Hydrogen sulfide (H2S) was for a long time recognized as a toxic gas with a strong odor of rotten eggs in water pollution and industrial air pollution, and its major effects were intoxication of the CNS and inhibition of the respiratory system.5 H2S has been found to be endogenously generated in various mammalian tissues and may be a functional regulator in nervous and cardiovascular systems.6 The endogenous H2S pathway is down-regulated in hypoxia pulmonary hypertension. Exogenously administered NaHS, an H2S donor, reduces pulmonary hypertension and inhibits pulmonary arterial remodeling.7 Because of its endogenous metabolism and physiologic functions, H2S is well positioned in the novel family of endogenous gaseous transmitters and, besides NO and carbon monoxide (CO), might be the third endogenous signaling gasotransmitter.8 To clarify the role of endogenous H2S in the pathogenesis of COPD, we investigated the level of serum H2S in patients with COPD and its possible relation to extent of disease, as measured by lung function and noninvasive markers of inflammation, such as proportion of inflammatory cells in sputum and NO level in serum.


    Materials and Methods
 TOP
 Abstract
 Introduction
 Materials and Methods
 Results
 Discussion
 References
 
Subjects
Patients were recruited from clinics at Peking University, Third Hospital. The study was approved by the Ethics Committee of Peking University, Third Hospital, and all patients gave their informed consent. Twenty-seven patients with acute exacerbation of COPD (AECOPD; 16 men and 11 women; mean age, 76.7 ± 1.3 years; 14 smokers [36 pack-years], 13 nonsmokers; group 1); 37 patients with stable COPD (29 men and 8 women; age, 65.6 ± 1.6 years; 28 smokers [25 pack-years], 9 nonsmokers; group 2); and 13 healthy nonsmokers (6 men and 7 women; mean age, 58.7 ± 2.3 years; group 3) participated (± SEM). Nonsmokers had never smoked and were not ex-smokers. Smokers with AECOPD stopped smoking no more than 1 month before admission to hospital. COPD was diagnosed according to the criteria recommended by the Chinese Medical Society.9 Chronic airflow limitation was defined as FEV1/FVC < 70%. Bronchodilator reversibility test revealed an increase in FEV1 < 15% above the prebronchodilator FEV1 after 400 µg of inhaled salbutamol.

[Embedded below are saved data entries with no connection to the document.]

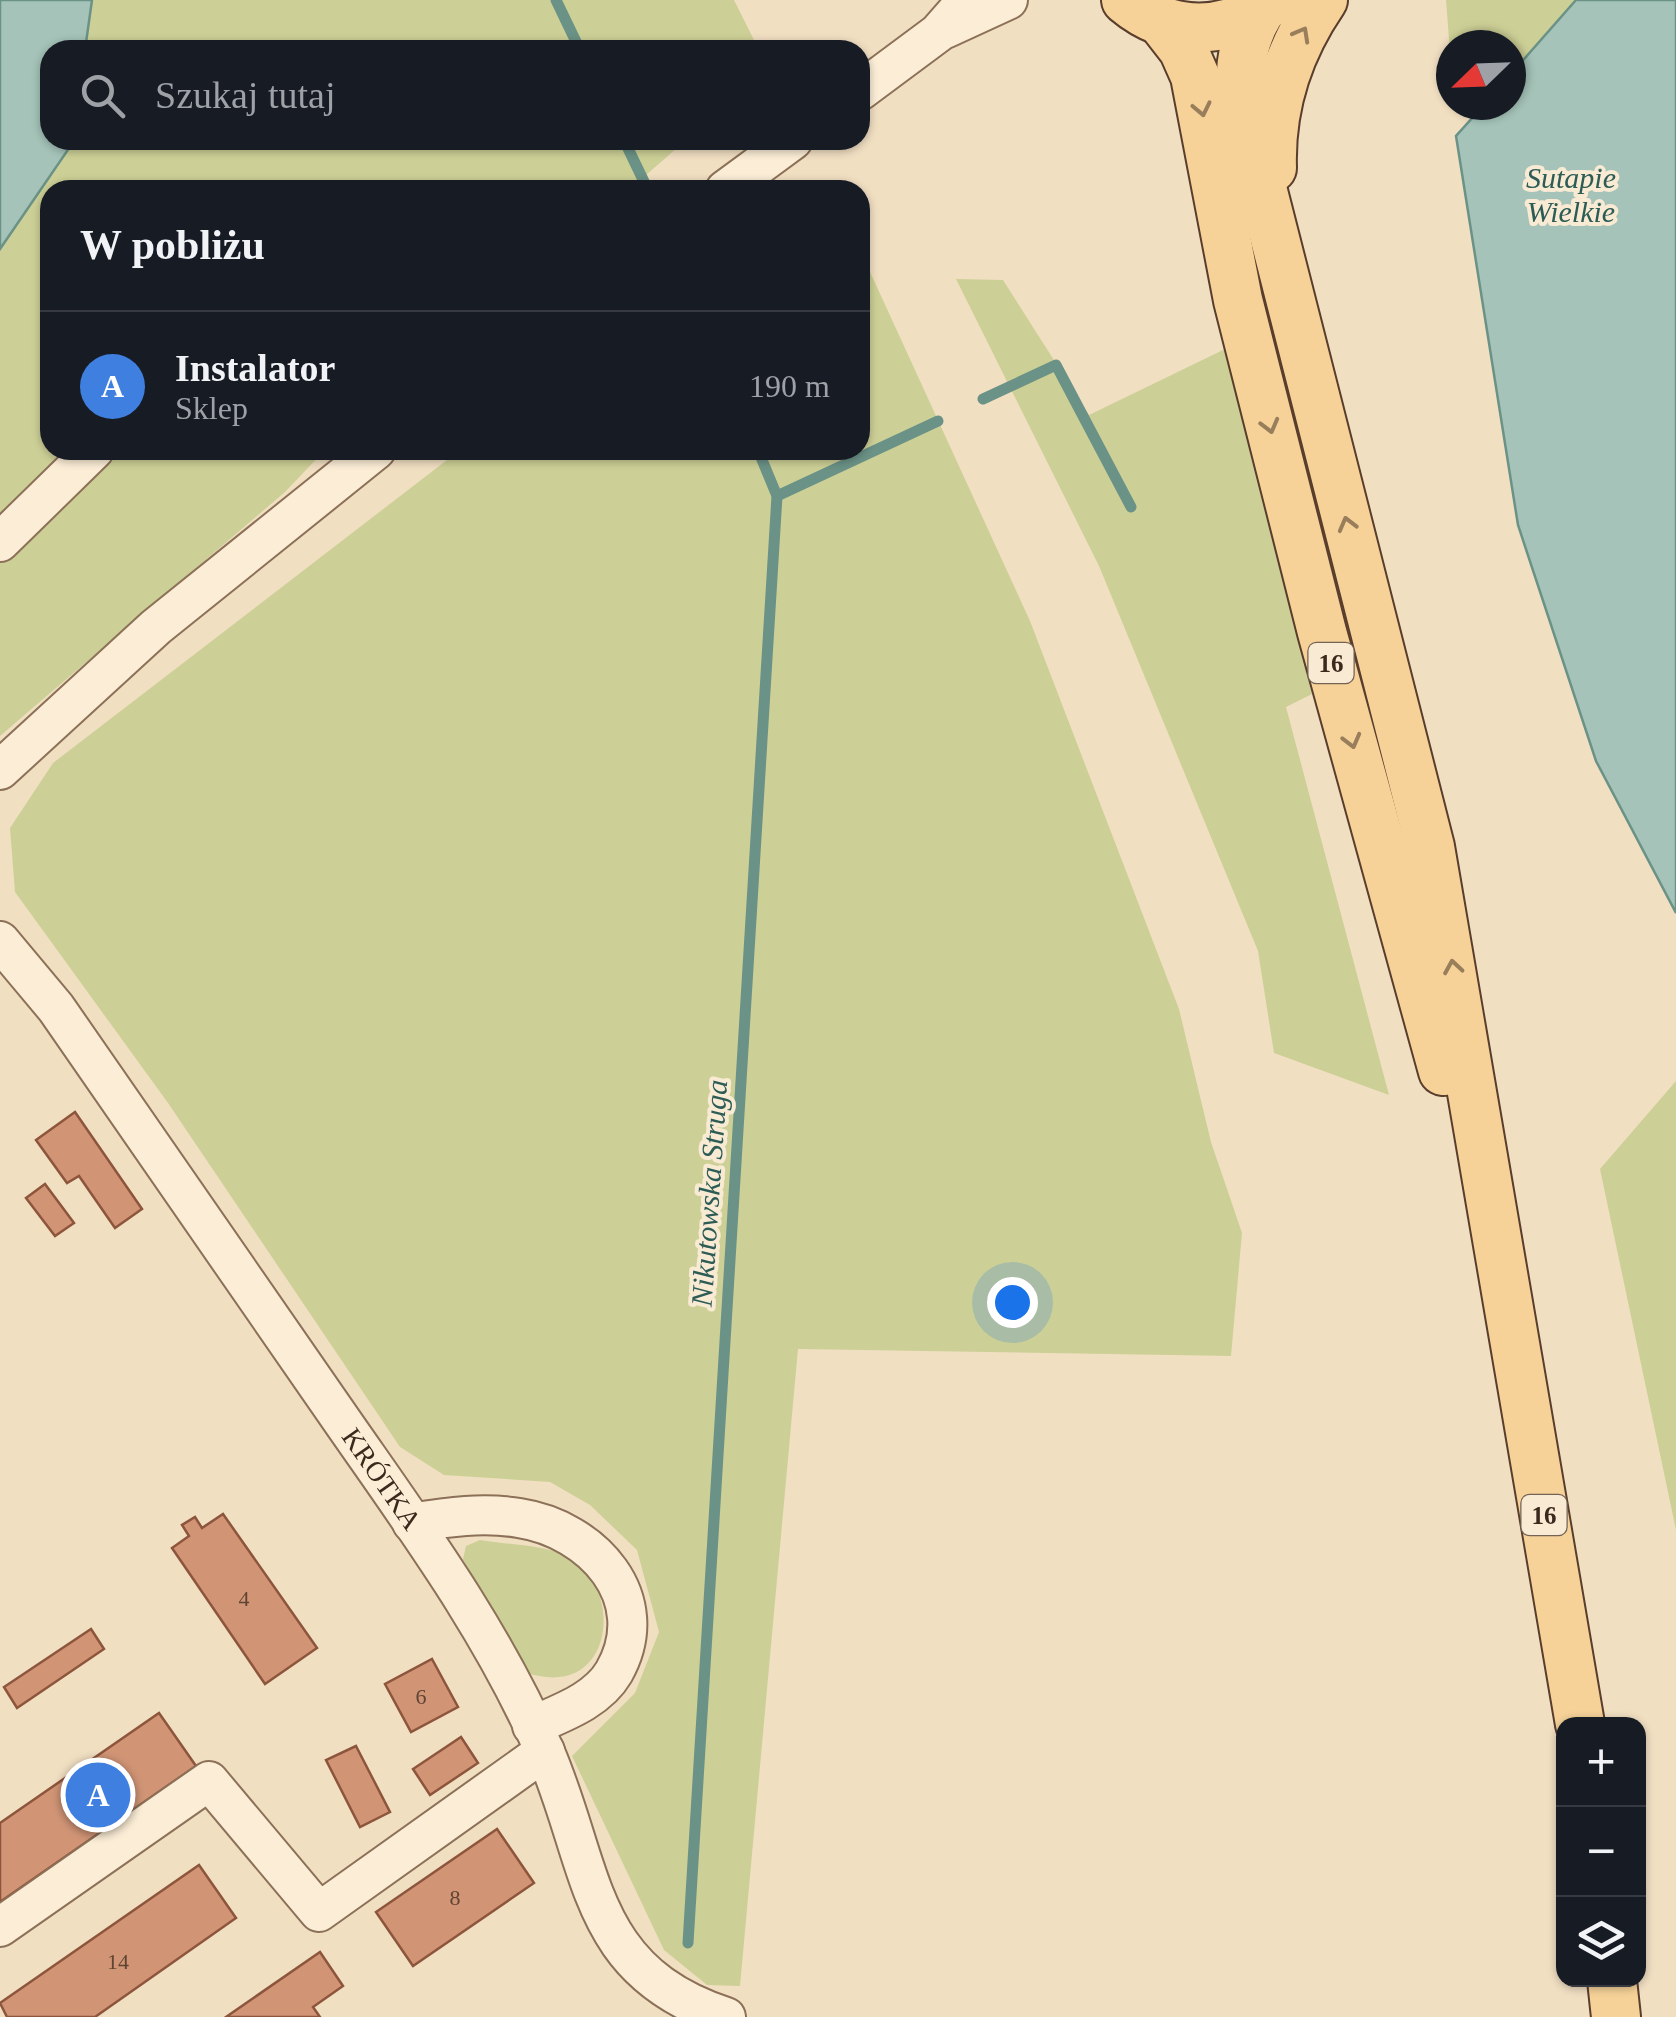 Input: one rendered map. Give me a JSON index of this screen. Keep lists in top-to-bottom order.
{
  "streets": {
    "main road": ["16"],
    "street": ["KRÓTKA"]
  },
  "water": ["Sutapie Wielkie", "Nikutowska Struga"],
  "house_numbers": [
    "4",
    "6",
    "8",
    "14"
  ],
  "north": "bottom left",
  "page": {
    "search": "Szukaj tutaj",
    "heading": "W pobliżu",
    "list": [
      {
        "mark": "A",
        "name": "Instalator",
        "note": "Sklep",
        "value": "190 m"
      }
    ],
    "map_buttons": ["+", "−"],
    "pins": "A"
  }
}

AECOPD is associated with increased breathlessness, often accompanied by increased cough and sputum production. Patients with stable COPD were free from acute exacerbation of symptoms and upper respiratory tract infection in the 2 months preceding the study. They had no history of asthma or other allergic diseases (eg, rhinitis). All of the patients were receiving treatment with inhaled bronchodilators, but none received systemic or inhaled steroids. Patients with stable COPD and AECOPD were recruited simultaneously and were completely separate. Healthy volunteers did not have a history of pulmonary disease, were nonhyperresponsive, and had normal lung function. The demographic and functional characteristics of the patients are shown in Table 1 .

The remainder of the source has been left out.